*** Dataset records Section Begins ***
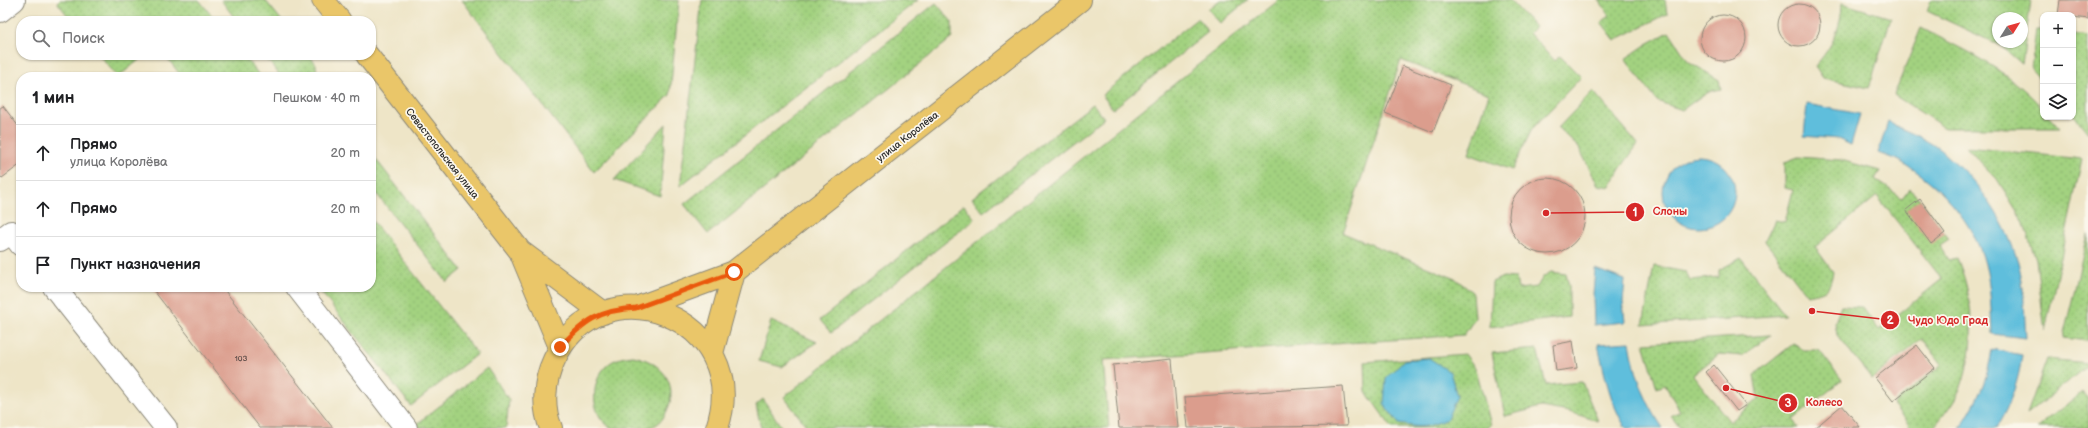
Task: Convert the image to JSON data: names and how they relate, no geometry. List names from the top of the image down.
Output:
{
  "streets": {
    "main road": ["улица Королёва", "Севастопольская улица"]
  },
  "places": ["Слоны", "Чудо Юдо Град", "Колесо"],
  "house_numbers": ["103"],
  "north": "top right",
  "page": {
    "map_buttons": ["+", "−"],
    "search": "Поиск",
    "heading": ["1 мин", "Пешком · 40 m"],
    "list": [
      ["Прямо", "улица Королёва", "20 m"],
      ["Прямо", "20 m"],
      "Пункт назначения"
    ]
  }
}
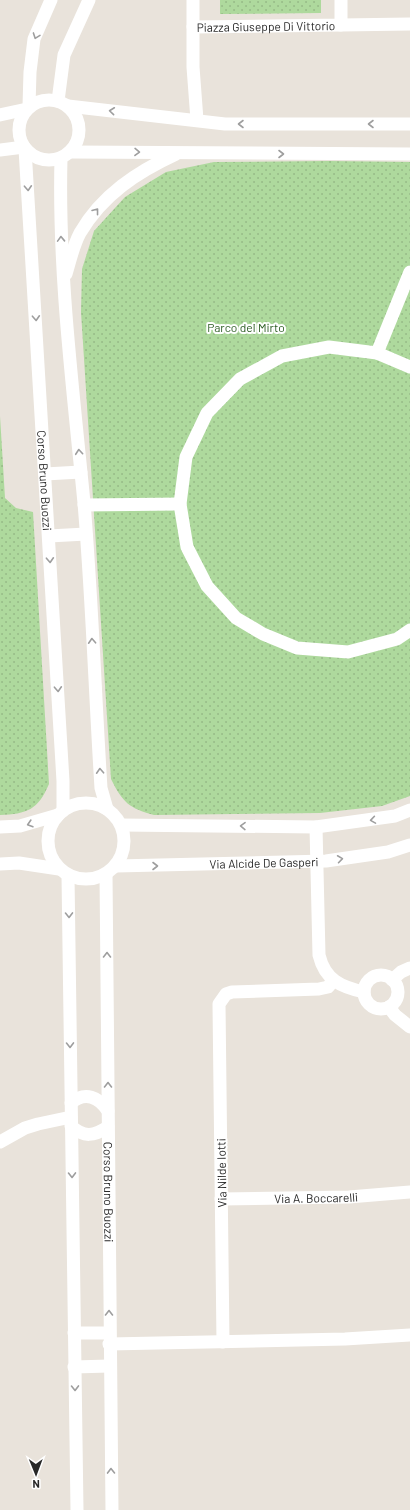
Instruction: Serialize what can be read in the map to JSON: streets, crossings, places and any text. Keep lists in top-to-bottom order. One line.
{"streets":{"street":["Piazza Giuseppe Di Vittorio","Corso Bruno Buozzi","Via Alcide De Gasperi","Via Nilde Iotti","Via A. Boccarelli"]},"crossings":[["Corso Bruno Buozzi","Via Alcide De Gasperi"],["Via Nilde Iotti","Via A. Boccarelli"]],"parks":["Parco del Mirto"],"north":"bottom"}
*** Dataset records Section Ends ***
Skipping all images, print the data above a second time exactly.

Task: Convert the image to JSON data: names and how they relate, no geometry. List names from the top of the image down.
Output:
{
  "streets": {
    "main road": ["улица Королёва", "Севастопольская улица"]
  },
  "places": ["Слоны", "Чудо Юдо Град", "Колесо"],
  "house_numbers": ["103"],
  "north": "top right",
  "page": {
    "map_buttons": ["+", "−"],
    "search": "Поиск",
    "heading": ["1 мин", "Пешком · 40 m"],
    "list": [
      ["Прямо", "улица Королёва", "20 m"],
      ["Прямо", "20 m"],
      "Пункт назначения"
    ]
  }
}
Instruction: Serialize what can be read in the map to JSON: streets, crossings, places and any text. Keep lists in top-to-bottom order. One line.
{"streets":{"street":["Piazza Giuseppe Di Vittorio","Corso Bruno Buozzi","Via Alcide De Gasperi","Via Nilde Iotti","Via A. Boccarelli"]},"crossings":[["Corso Bruno Buozzi","Via Alcide De Gasperi"],["Via Nilde Iotti","Via A. Boccarelli"]],"parks":["Parco del Mirto"],"north":"bottom"}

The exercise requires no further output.